Collected data
----------

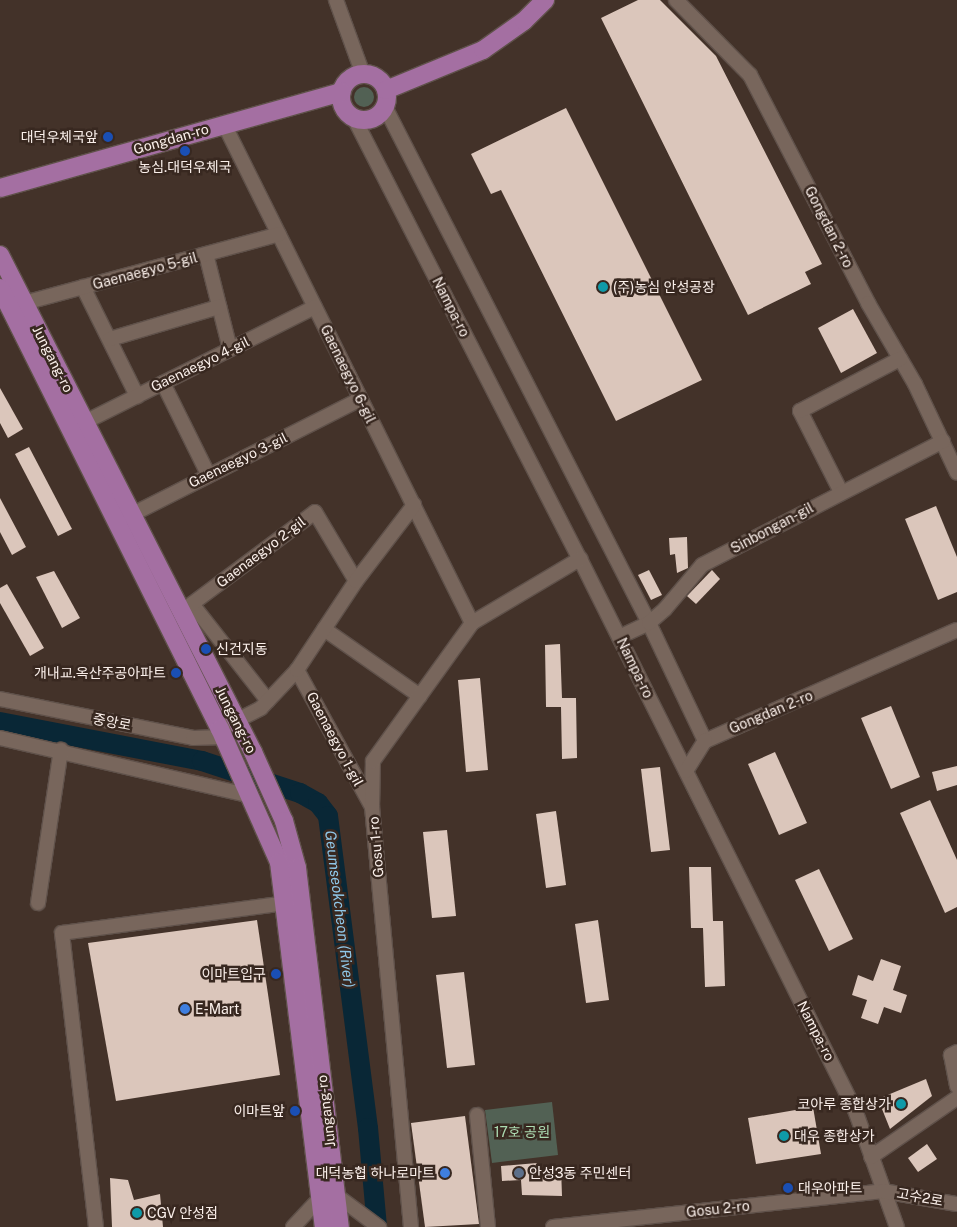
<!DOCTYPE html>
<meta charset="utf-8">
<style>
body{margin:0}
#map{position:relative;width:957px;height:1227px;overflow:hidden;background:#433229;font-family:"Public Sans","Noto Sans KR",sans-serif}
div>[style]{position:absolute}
.green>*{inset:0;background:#526154}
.round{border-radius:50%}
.river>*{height:20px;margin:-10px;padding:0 10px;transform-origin:10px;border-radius:10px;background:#092736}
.building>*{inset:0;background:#dbc6bb}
.roads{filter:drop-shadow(1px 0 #5f514a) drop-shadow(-1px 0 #5f514a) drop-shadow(0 1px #5f514a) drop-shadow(0 -1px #5f514a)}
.minor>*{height:14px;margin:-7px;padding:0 7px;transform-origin:7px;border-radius:7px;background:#78665c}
.major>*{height:18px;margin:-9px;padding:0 9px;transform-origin:9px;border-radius:9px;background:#a46fa2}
.major>.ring{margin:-9px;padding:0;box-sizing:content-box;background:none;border:18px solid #a46fa2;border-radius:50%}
.dots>*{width:14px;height:14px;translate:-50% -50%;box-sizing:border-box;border:2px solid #382820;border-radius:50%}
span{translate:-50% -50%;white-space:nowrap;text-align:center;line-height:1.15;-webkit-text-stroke:5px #382820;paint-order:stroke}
.poi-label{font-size:14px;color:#faefea}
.right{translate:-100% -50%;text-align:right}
.left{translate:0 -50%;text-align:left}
.street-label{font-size:14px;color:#faefea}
.park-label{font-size:14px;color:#abdab1}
.water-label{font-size:15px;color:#8fc7e8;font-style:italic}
</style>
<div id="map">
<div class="green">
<i class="round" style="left:354px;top:87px;width:20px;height:20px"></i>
<i style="clip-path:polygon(552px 1102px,558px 1155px,492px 1163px,485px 1110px)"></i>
</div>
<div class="river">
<i style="left:0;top:722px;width:206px;rotate:10.9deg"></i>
<i style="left:202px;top:761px;width:103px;rotate:18.1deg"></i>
<i style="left:300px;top:793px;width:21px;rotate:29deg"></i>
<i style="left:318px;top:803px;width:16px;rotate:52deg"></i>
<i style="left:328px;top:816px;width:315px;rotate:82.7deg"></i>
<i style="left:368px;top:1128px;width:99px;rotate:84.8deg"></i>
</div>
<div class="building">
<i style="clip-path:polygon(638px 0,660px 0,716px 56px,822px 264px,805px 272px,811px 284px,748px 315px,601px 18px)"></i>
<i style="clip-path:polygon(566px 108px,702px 380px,616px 421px,501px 190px,491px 194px,471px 154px)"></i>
<i style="clip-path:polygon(853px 309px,877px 353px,841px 373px,818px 328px)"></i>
<i style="clip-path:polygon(0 388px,23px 429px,8px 438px,0 423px)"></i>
<i style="clip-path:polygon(29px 447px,72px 529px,58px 536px,15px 454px)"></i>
<i style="clip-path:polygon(0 498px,26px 547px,12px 555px,0 532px)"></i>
<i style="clip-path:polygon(936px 506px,957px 557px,957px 592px,938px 600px,905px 519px)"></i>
<i style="clip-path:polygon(687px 537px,688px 568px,677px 573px,675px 554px,670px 555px,669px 538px)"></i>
<i style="clip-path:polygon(649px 570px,662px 595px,651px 600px,638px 575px)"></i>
<i style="clip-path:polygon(712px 570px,720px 579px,696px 604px,687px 596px)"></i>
<i style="clip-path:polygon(54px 571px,80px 618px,62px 628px,36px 577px)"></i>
<i style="clip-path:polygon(7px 584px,44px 648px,30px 656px,0 603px,0 588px)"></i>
<i style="clip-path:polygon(560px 644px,562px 698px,576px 698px,577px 758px,562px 759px,561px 707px,546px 707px,545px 645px)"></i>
<i style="clip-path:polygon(480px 678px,488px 770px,466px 772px,458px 680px)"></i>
<i style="clip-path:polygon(891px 706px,920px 777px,891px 789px,861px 718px)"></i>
<i style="clip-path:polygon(775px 752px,807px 823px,779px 835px,748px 764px)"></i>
<i style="clip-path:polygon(957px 766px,957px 785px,937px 791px,932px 772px)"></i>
<i style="clip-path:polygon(660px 767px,670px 850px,651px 852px,641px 769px)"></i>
<i style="clip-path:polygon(930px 800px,957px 860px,957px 907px,945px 913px,900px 813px)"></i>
<i style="clip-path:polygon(556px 811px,566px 885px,546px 888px,536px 814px)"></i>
<i style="clip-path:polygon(447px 830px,456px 916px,432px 918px,423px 832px)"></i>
<i style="clip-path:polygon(689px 867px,711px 867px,713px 921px,723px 921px,725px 986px,705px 987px,703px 928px,691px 928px)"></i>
<i style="clip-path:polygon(819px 869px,853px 939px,829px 951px,795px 880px)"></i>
<i style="clip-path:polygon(257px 920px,280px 1075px,116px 1101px,88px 943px)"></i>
<i style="clip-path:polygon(598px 920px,609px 1000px,586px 1003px,575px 924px)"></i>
<i style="clip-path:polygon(881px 959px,901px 966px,893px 990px,907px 995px,901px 1013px,884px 1007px,878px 1024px,861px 1018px,867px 1000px,852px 995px,858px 975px,873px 981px)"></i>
<i style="clip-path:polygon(464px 972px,475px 1065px,447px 1068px,436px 975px)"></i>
<i style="clip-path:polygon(926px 1079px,932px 1096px,890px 1129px,878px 1099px)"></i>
<i style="clip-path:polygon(813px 1107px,821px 1154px,756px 1164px,748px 1118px)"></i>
<i style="clip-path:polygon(465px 1116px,479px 1224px,425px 1227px,411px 1123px)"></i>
<i style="clip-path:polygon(927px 1144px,937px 1159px,918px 1172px,908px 1158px)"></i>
<i style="clip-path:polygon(537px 1163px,537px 1169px,561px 1167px,562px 1196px,522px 1195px,521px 1180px,502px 1181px,501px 1166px)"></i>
<i style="clip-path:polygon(110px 1178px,128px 1180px,134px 1200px,160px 1194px,163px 1227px,112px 1227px)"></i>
</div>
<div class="roads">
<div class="minor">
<i style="left:336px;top:0;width:79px;rotate:70deg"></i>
<i style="left:676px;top:0;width:105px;rotate:45.4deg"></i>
<i style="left:750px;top:75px;width:257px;rotate:62.6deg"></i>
<i style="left:868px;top:303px;width:94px;rotate:59.9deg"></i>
<i style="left:915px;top:384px;width:98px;rotate:64.7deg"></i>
<i style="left:385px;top:107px;width:580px;rotate:62.9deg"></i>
<i style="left:649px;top:623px;width:131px;rotate:64.6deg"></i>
<i style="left:354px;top:118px;width:496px;rotate:62.9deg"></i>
<i style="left:580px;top:559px;width:616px;rotate:63.48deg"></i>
<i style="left:855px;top:1110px;width:124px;rotate:70.3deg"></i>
<i style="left:224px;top:124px;width:557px;rotate:63.57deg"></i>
<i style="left:206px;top:254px;width:98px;rotate:75.8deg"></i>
<i style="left:83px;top:287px;width:122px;rotate:63.6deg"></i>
<i style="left:24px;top:303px;width:264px;rotate:-15.1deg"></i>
<i style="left:110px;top:339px;width:114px;rotate:-16.4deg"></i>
<i style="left:163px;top:383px;width:102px;rotate:63.7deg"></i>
<i style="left:85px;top:422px;width:257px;rotate:-26.6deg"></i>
<i style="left:841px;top:492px;width:91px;rotate:-116.8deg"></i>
<i style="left:800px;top:411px;width:113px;rotate:-27.5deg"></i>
<i style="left:125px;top:518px;width:264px;rotate:-26.8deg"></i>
<i style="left:192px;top:604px;width:123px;rotate:51.9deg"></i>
<i style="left:181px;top:612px;width:167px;rotate:-36.7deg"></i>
<i style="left:315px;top:512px;width:80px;rotate:59.3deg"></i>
<i style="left:324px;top:629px;width:117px;rotate:34.9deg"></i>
<i style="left:619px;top:637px;width:33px;rotate:-25deg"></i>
<i style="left:649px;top:623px;width:21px;rotate:-41deg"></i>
<i style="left:665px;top:609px;width:57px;rotate:-49.9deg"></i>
<i style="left:702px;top:565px;width:271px;rotate:-27.2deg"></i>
<i style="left:297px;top:670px;width:156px;rotate:61.3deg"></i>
<i style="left:0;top:699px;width:197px;rotate:11.4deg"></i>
<i style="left:193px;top:738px;width:31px;rotate:-2deg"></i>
<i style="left:228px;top:725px;width:37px;rotate:-27deg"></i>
<i style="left:261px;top:708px;width:52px;rotate:-46.5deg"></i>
<i style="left:297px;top:670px;width:107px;rotate:-56.5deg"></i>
<i style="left:356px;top:581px;width:96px;rotate:-52.7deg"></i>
<i style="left:0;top:738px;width:258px;rotate:13deg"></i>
<i style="left:705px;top:741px;width:275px;rotate:-23.8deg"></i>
<i style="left:686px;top:771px;width:36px;rotate:-58deg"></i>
<i style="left:38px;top:903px;width:155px;rotate:-81.5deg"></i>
<i style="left:957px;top:1052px;width:7px;rotate:153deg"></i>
<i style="left:951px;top:1055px;width:32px;rotate:79deg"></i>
<i style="left:477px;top:1115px;width:113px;rotate:84.4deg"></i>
<i style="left:871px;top:1157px;width:104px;rotate:-34.5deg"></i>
<i style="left:336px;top:1195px;width:54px;rotate:36.7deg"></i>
<i style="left:96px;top:1227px;width:296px;rotate:-96.6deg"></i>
<i style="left:62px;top:933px;width:226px;rotate:-7.6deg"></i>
<i style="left:293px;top:1227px;width:40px;rotate:-47deg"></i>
<i style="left:411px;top:1227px;width:421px;rotate:-95.3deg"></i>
<i style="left:372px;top:808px;width:47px;rotate:-88.8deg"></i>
<i style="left:373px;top:761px;width:170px;rotate:-54.3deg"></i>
<i style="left:472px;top:623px;width:126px;rotate:-30.7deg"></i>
<i style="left:553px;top:1227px;width:332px;rotate:-6.2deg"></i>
<i style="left:883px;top:1191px;width:75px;rotate:10deg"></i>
</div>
<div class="major">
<i class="ring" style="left:341px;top:74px;width:28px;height:28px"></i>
<i style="left:386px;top:90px;width:105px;rotate:-22.4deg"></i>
<i style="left:483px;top:50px;width:50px;rotate:-35.3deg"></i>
<i style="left:524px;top:21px;width:30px;rotate:-45deg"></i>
<i style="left:0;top:188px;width:355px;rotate:-15.7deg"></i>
<i style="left:0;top:255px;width:558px;rotate:63.02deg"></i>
<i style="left:253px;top:752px;width:76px;rotate:65.8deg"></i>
<i style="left:284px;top:821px;width:49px;rotate:74.5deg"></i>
<i style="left:297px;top:868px;width:362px;rotate:83.2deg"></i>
<i style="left:0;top:288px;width:493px;rotate:63.5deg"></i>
<i style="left:220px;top:729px;width:145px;rotate:66.1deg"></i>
<i style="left:279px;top:862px;width:368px;rotate:83deg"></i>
</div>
</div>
<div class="dots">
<i style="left:108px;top:137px;background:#1a4fb4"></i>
<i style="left:185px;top:151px;background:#1a4fb4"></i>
<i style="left:603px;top:287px;background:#0f9aa8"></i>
<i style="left:206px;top:649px;background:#1a4fb4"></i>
<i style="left:176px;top:673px;background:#1a4fb4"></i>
<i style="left:276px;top:974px;background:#1a4fb4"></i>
<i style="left:185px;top:1009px;background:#3f7fe0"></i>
<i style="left:901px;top:1104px;background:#0f9aa8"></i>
<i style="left:295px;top:1111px;background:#1a4fb4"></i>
<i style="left:784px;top:1136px;background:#0f9aa8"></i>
<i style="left:445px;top:1173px;background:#3f7fe0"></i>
<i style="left:519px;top:1173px;background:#5c6f8a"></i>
<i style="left:788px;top:1188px;background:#1a4fb4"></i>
<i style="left:137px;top:1213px;background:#0f9aa8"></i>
</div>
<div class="poi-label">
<span class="right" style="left:98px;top:137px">대덕우체국앞</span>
<span style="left:185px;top:167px">농심.대덕우체국</span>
<span class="left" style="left:613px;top:287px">(주)농심 안성공장</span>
<span class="left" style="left:216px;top:649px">신건지동</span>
<span class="right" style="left:166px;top:673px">개내교.옥산주공아파트</span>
<span class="right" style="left:266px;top:974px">이마트입구</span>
<span class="left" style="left:195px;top:1009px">E-Mart</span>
<span class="right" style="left:891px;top:1104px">코아루 종합상가</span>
<span class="right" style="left:285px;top:1111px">이마트앞</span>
<span class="left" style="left:794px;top:1136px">대우 종합상가</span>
<span class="right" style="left:435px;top:1173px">대덕농협 하나로마트</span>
<span class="left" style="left:529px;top:1173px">안성3동 주민센터</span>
<span class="left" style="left:798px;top:1188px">대우아파트</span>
<span class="left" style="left:147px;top:1213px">CGV 안성점</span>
</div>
<div class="street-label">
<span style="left:171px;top:139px;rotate:-16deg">Gongdan-ro</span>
<span style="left:829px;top:227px;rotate:63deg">Gongdan 2-ro</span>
<span style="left:145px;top:271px;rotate:-15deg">Gaenaegyo 5-gil</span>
<span style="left:451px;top:307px;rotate:63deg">Nampa-ro</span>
<span style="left:53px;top:359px;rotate:63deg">Jungang-ro</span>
<span style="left:200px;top:364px;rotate:-26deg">Gaenaegyo 4-gil</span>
<span style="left:348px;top:374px;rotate:64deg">Gaenaegyo 6-gil</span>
<span style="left:238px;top:460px;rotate:-26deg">Gaenaegyo 3-gil</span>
<span style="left:772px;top:528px;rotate:-28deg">Sinbongan-gil</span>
<span style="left:261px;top:552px;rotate:-37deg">Gaenaegyo 2-gil</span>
<span style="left:635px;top:668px;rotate:64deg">Nampa-ro</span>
<span style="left:771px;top:712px;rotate:-23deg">Gongdan 2-ro</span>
<span style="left:236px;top:720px;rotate:63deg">Jungang-ro</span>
<span style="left:112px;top:722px;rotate:11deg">중앙로</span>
<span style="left:335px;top:739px;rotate:62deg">Gaenaegyo 1-gil</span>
<span style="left:376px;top:847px;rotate:-95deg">Gosu 1-ro</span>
<span style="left:816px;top:1031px;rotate:63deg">Nampa-ro</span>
<span style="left:326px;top:1111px;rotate:-97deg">Jungang-ro</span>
<span style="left:920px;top:1197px;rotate:10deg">고수2로</span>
<span style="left:718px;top:1209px;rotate:-6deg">Gosu 2-ro</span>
</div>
<div class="park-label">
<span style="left:522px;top:1132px">17호 공원</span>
</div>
<div class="water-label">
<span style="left:340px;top:909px;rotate:83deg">Geumseokcheon (River)</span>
</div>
</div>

----------

● ABOUT THIS EXERCISE: The required output is the exact lines from the opening line of the entries through the line with "0 #5f514a) drop-shadow(-1px", inclusive, without pictures.

● EXERCISE OUTPUT:
<!DOCTYPE html>
<meta charset="utf-8">
<style>
body{margin:0}
#map{position:relative;width:957px;height:1227px;overflow:hidden;background:#433229;font-family:"Public Sans","Noto Sans KR",sans-serif}
div>[style]{position:absolute}
.green>*{inset:0;background:#526154}
.round{border-radius:50%}
.river>*{height:20px;margin:-10px;padding:0 10px;transform-origin:10px;border-radius:10px;background:#092736}
.building>*{inset:0;background:#dbc6bb}
.roads{filter:drop-shadow(1px 0 #5f514a) drop-shadow(-1px 0 #5f514a) drop-shadow(0 1px #5f514a) drop-shadow(0 -1px #5f514a)}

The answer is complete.